*** Begin section ***
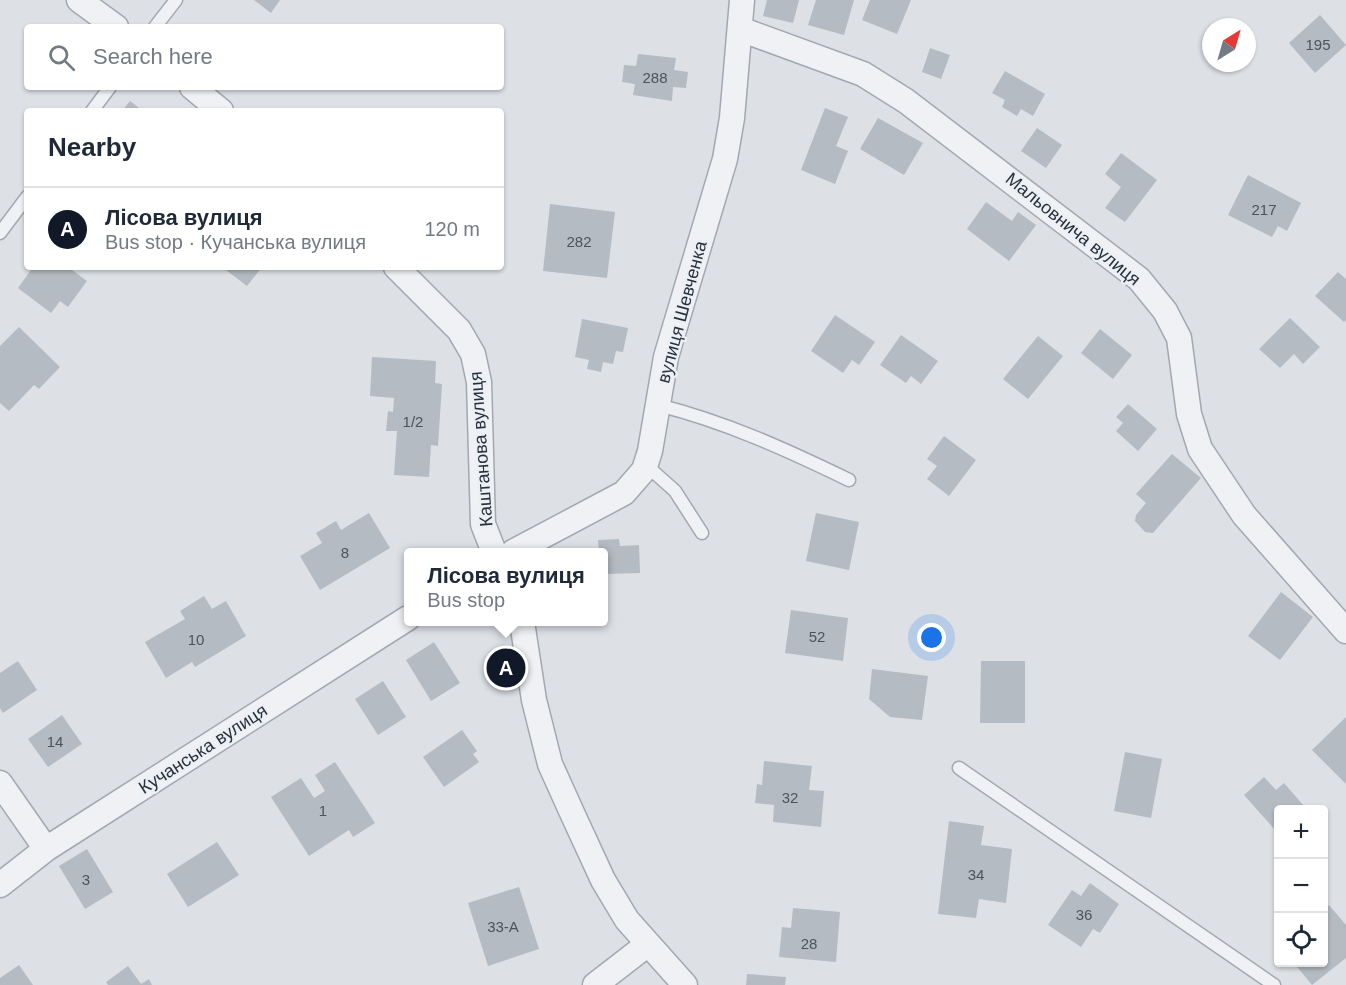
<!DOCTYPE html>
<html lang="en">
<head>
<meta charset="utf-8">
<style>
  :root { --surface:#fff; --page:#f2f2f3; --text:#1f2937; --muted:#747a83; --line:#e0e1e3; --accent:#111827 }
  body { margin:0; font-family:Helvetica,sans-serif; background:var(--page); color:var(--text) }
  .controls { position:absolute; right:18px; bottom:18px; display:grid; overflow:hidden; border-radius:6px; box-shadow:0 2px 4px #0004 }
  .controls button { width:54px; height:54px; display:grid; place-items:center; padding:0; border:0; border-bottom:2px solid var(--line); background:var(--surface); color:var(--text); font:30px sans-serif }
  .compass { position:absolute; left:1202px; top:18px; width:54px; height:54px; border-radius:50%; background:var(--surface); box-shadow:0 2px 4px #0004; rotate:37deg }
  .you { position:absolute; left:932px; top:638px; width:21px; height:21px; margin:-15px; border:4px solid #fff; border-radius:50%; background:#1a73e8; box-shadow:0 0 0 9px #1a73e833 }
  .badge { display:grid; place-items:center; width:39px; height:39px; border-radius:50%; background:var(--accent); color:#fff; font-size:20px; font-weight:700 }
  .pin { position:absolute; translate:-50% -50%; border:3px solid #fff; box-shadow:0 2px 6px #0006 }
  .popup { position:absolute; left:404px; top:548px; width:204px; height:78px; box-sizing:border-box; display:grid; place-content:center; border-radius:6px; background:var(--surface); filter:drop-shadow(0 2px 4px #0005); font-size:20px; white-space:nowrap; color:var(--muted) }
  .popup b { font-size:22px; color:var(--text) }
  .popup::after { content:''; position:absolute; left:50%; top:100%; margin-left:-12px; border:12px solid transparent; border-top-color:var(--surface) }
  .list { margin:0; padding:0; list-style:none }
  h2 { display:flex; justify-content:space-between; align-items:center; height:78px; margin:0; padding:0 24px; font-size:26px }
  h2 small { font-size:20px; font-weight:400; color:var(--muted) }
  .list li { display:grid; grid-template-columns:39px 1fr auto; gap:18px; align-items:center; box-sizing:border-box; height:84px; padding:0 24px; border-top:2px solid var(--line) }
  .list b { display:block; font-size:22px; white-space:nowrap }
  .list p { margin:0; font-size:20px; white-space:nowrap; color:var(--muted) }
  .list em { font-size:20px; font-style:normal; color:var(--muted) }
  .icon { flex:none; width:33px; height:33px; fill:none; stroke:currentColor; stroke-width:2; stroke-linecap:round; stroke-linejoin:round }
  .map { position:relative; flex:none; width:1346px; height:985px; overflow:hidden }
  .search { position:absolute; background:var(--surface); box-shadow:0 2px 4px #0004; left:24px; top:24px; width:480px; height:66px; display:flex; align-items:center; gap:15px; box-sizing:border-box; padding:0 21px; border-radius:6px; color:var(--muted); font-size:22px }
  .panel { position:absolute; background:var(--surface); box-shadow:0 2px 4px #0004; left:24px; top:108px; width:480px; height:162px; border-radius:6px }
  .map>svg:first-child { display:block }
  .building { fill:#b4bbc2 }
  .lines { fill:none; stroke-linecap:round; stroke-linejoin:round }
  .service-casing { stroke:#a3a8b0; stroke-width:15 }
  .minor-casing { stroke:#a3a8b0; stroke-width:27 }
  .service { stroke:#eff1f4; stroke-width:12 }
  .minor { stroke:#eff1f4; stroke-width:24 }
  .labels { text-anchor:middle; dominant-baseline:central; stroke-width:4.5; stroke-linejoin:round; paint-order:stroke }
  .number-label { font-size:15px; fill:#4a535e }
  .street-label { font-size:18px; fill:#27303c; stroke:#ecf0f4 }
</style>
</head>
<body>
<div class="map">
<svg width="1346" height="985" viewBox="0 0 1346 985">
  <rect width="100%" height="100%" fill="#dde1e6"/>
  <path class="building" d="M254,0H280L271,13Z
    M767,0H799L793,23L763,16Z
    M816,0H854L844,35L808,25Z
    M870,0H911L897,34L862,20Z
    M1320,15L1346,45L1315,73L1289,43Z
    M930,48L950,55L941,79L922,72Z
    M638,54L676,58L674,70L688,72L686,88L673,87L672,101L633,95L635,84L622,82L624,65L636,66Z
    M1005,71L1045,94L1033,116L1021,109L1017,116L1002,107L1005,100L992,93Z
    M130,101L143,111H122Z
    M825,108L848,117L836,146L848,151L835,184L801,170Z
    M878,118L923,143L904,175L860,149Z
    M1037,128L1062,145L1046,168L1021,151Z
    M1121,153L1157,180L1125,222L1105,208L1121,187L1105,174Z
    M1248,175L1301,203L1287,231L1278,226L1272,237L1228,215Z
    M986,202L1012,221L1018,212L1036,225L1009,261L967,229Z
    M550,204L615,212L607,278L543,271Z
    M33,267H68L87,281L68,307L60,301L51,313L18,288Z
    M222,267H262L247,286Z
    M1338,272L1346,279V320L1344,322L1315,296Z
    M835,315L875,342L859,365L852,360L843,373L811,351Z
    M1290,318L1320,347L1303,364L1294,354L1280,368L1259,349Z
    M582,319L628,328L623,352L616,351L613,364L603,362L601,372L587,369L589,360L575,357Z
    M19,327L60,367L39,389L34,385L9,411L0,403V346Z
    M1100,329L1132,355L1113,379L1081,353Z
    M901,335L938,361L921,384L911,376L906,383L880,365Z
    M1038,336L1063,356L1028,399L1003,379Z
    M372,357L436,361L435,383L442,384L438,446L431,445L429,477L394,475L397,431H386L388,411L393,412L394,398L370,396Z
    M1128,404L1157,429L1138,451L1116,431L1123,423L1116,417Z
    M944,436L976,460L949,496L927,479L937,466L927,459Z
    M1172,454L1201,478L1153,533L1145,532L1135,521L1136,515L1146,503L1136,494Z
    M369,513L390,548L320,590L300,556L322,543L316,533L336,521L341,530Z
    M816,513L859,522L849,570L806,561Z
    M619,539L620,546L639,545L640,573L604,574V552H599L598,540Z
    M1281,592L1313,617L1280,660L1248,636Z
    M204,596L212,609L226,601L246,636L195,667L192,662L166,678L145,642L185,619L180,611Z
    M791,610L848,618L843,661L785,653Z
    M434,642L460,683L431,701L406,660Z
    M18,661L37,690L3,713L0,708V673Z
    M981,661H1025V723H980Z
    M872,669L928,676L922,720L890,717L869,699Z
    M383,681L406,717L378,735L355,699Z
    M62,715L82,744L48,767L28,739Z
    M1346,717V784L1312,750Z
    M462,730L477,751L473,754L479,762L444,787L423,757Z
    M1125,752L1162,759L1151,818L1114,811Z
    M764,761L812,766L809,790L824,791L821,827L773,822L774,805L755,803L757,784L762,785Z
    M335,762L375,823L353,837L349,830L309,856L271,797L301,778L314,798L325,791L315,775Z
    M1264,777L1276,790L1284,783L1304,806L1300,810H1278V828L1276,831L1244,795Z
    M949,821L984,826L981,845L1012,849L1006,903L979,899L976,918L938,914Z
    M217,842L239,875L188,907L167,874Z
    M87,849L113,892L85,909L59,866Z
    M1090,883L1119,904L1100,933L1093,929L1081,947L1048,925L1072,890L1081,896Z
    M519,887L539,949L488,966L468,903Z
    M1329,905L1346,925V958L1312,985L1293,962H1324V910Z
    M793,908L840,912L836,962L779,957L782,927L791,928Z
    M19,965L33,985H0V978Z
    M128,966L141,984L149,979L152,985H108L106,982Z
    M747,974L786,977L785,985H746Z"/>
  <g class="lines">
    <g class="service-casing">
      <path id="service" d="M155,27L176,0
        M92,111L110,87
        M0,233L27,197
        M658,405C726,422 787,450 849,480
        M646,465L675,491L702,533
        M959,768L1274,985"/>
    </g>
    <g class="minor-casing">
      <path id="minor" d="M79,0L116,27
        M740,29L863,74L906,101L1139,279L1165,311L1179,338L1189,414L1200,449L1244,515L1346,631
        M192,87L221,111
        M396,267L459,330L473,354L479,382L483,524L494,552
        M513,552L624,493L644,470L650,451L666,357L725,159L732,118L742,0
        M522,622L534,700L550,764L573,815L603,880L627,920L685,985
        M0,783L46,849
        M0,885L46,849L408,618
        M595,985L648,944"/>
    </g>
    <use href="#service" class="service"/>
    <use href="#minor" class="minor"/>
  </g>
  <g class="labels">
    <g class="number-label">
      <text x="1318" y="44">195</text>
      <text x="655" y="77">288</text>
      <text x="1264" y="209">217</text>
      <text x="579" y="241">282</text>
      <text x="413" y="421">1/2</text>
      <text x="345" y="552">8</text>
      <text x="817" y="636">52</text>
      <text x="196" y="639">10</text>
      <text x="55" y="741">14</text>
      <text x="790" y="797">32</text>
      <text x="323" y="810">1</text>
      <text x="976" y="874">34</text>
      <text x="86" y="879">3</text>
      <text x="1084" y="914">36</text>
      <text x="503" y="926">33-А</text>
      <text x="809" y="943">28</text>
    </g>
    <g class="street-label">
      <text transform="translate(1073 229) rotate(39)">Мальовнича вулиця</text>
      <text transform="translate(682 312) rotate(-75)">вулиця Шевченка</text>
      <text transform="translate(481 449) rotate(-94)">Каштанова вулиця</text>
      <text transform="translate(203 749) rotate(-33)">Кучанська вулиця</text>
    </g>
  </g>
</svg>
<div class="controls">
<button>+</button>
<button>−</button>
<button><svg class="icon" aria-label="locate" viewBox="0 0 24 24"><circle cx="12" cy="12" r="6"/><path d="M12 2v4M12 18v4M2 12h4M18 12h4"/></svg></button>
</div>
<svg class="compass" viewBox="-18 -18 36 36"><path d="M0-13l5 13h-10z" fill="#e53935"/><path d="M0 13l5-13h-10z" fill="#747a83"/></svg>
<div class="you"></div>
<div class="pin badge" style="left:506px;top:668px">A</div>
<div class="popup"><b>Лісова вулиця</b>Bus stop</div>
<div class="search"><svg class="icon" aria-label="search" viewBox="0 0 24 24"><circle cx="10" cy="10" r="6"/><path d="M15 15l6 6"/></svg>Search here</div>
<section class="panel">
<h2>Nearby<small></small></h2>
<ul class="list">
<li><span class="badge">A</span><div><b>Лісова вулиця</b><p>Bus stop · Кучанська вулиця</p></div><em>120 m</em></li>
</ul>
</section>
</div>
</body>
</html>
*** End section ***
Would you copy, exactly, each line from the start of the listing above through the line with "position:absolute; translate:-50% -50%;", both ends included, but none of the pictures?

* _THE ANSWER_
<!DOCTYPE html>
<html lang="en">
<head>
<meta charset="utf-8">
<style>
  :root { --surface:#fff; --page:#f2f2f3; --text:#1f2937; --muted:#747a83; --line:#e0e1e3; --accent:#111827 }
  body { margin:0; font-family:Helvetica,sans-serif; background:var(--page); color:var(--text) }
  .controls { position:absolute; right:18px; bottom:18px; display:grid; overflow:hidden; border-radius:6px; box-shadow:0 2px 4px #0004 }
  .controls button { width:54px; height:54px; display:grid; place-items:center; padding:0; border:0; border-bottom:2px solid var(--line); background:var(--surface); color:var(--text); font:30px sans-serif }
  .compass { position:absolute; left:1202px; top:18px; width:54px; height:54px; border-radius:50%; background:var(--surface); box-shadow:0 2px 4px #0004; rotate:37deg }
  .you { position:absolute; left:932px; top:638px; width:21px; height:21px; margin:-15px; border:4px solid #fff; border-radius:50%; background:#1a73e8; box-shadow:0 0 0 9px #1a73e833 }
  .badge { display:grid; place-items:center; width:39px; height:39px; border-radius:50%; background:var(--accent); color:#fff; font-size:20px; font-weight:700 }
  .pin { position:absolute; translate:-50% -50%; border:3px solid #fff; box-shadow:0 2px 6px #0006 }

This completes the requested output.